In the third quarter--the worst so far this year--past-due loans were 0.7 percent of assets. This year marks the first uptick since 1991.
"We have a long way to go before we're anywhere close to the early '90s," said Kevin Brown, senior financial analyst in the FDIC's research division.
Brown said it would be naïve to expect banks to continue their run of stellar credit quality.
"It's been like perfect weather for boating. How often does that happen?" he said.
The weather is still fairly temperate for small community banks, whose stocks have been beaten down despite the fact they have not had the same degree of loan problems as their larger brethren.
The small banks also have posted bottom-line improvements despite a rising interest rate environment, according to a recent report on community banks from Howe Barnes Investments Inc.
"We attribute this to better revenue diversification, close attention to expense controls and a sharp eye on credit quality," the report said.
Because of the wall larger banks have hit with technology and other improvements, Schroeder said he believes another wave of bank acquisitions is coming.
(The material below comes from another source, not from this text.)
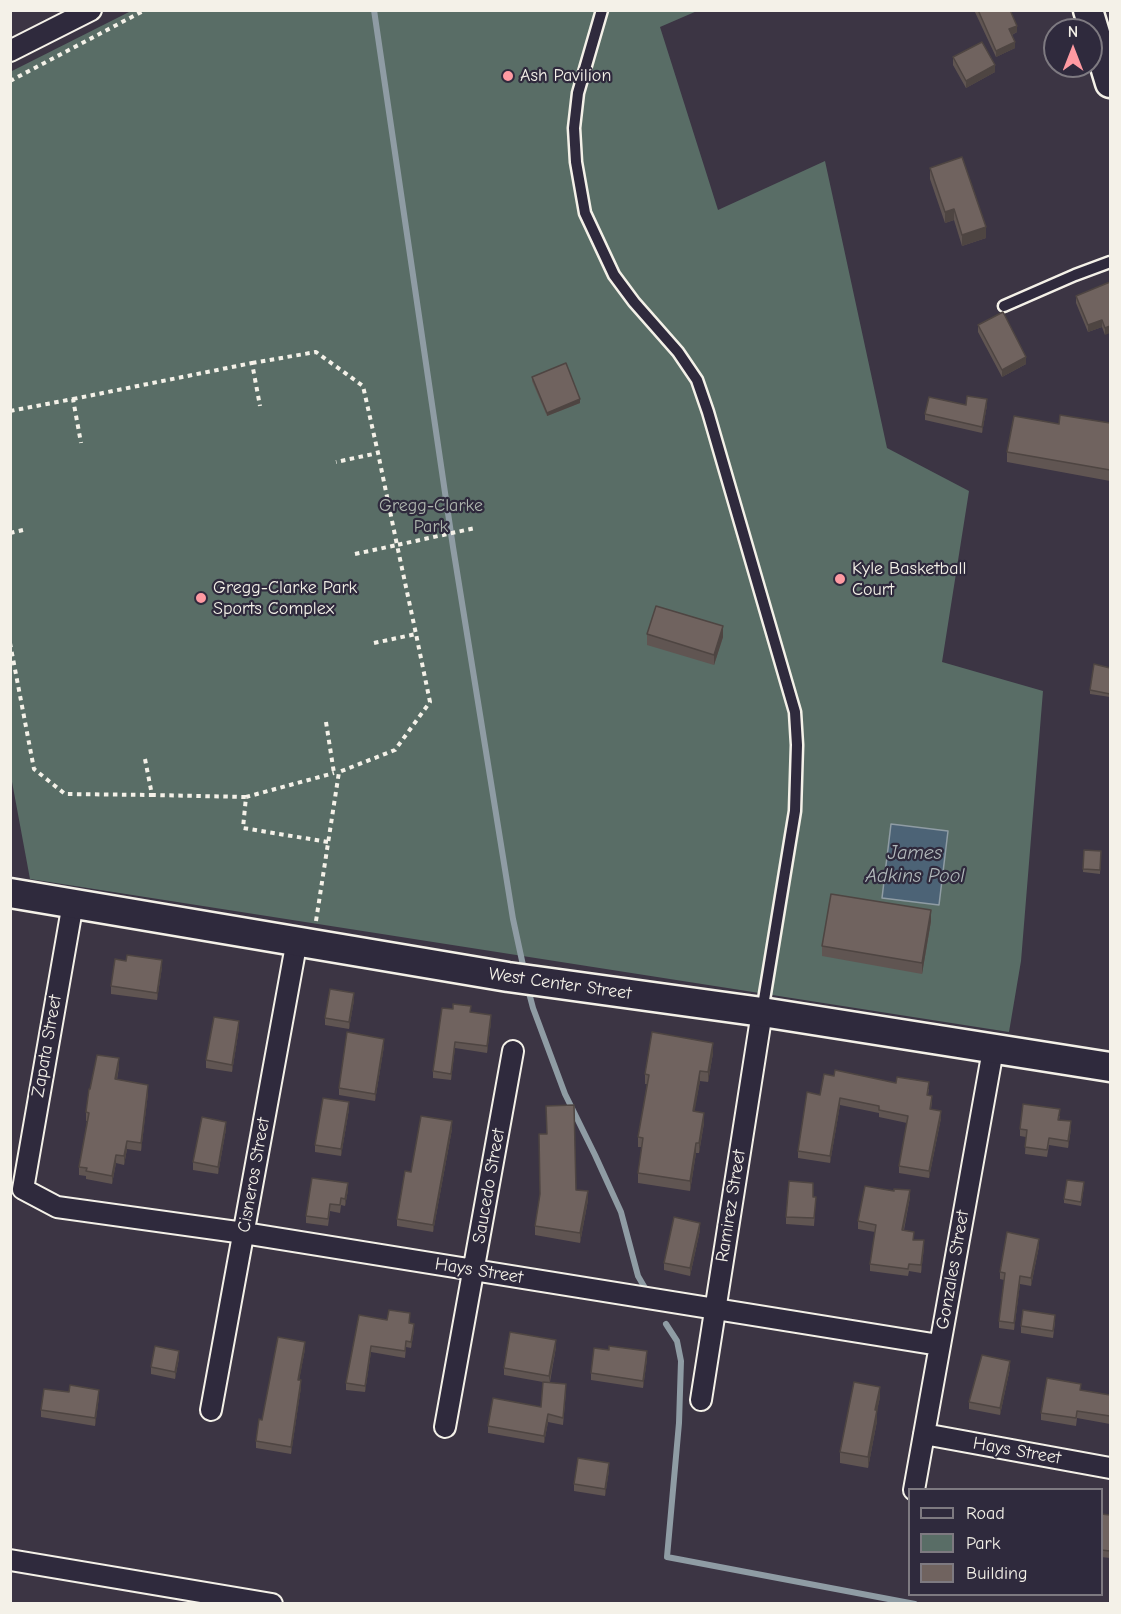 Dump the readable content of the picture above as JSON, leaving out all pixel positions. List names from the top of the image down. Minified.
{"streets":{"street":["West Center Street","Zapata Street","Cisneros Street","Saucedo Street","Ramirez Street","Gonzales Street","Hays Street"]},"crossings":[["West Center Street","Zapata Street"],["West Center Street","Cisneros Street"],["West Center Street","Ramirez Street"],["West Center Street","Gonzales Street"],["Zapata Street","Hays Street"],["Cisneros Street","Hays Street"],["Saucedo Street","Hays Street"],["Ramirez Street","Hays Street"],["Gonzales Street","Hays Street"]],"water":["James Adkins Pool"],"parks":["Gregg-Clarke Park"],"places":["Ash Pavilion","Kyle Basketball Court","Gregg-Clarke Park Sports Complex"],"legend":["Road","Park","Building"],"north":"top"}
The prices will be lower this time, though, because the stock prices are lower.
"The heyday for bank acquisitions for the seller is not going to return," Schroeder said.
He doubts that many midsize banks will be acquiring larger banks, which has happened in recent years when some larger banks ran into trouble and could not salvage their stock prices.
"Bigger banks are at a competitive advantage in management knowledge, technology and funding, three reasons larger banks continue to be in a better position to buy smaller banks," he said.
One potential buyer is Chicago-based Bank One Corp., particularly if you look to 2002, said Bert Ely, a bank consultant in Alexandria, Va.
The coming year could be easier on Bank One--which has already endured earnings problems after being assembled in a massive 1998 merger--than on some banks whose problems are just now surfacing, he said.
"They may have a tougher go of it than Bank One, where we think most of the bad news has been out there for some time," Ely said.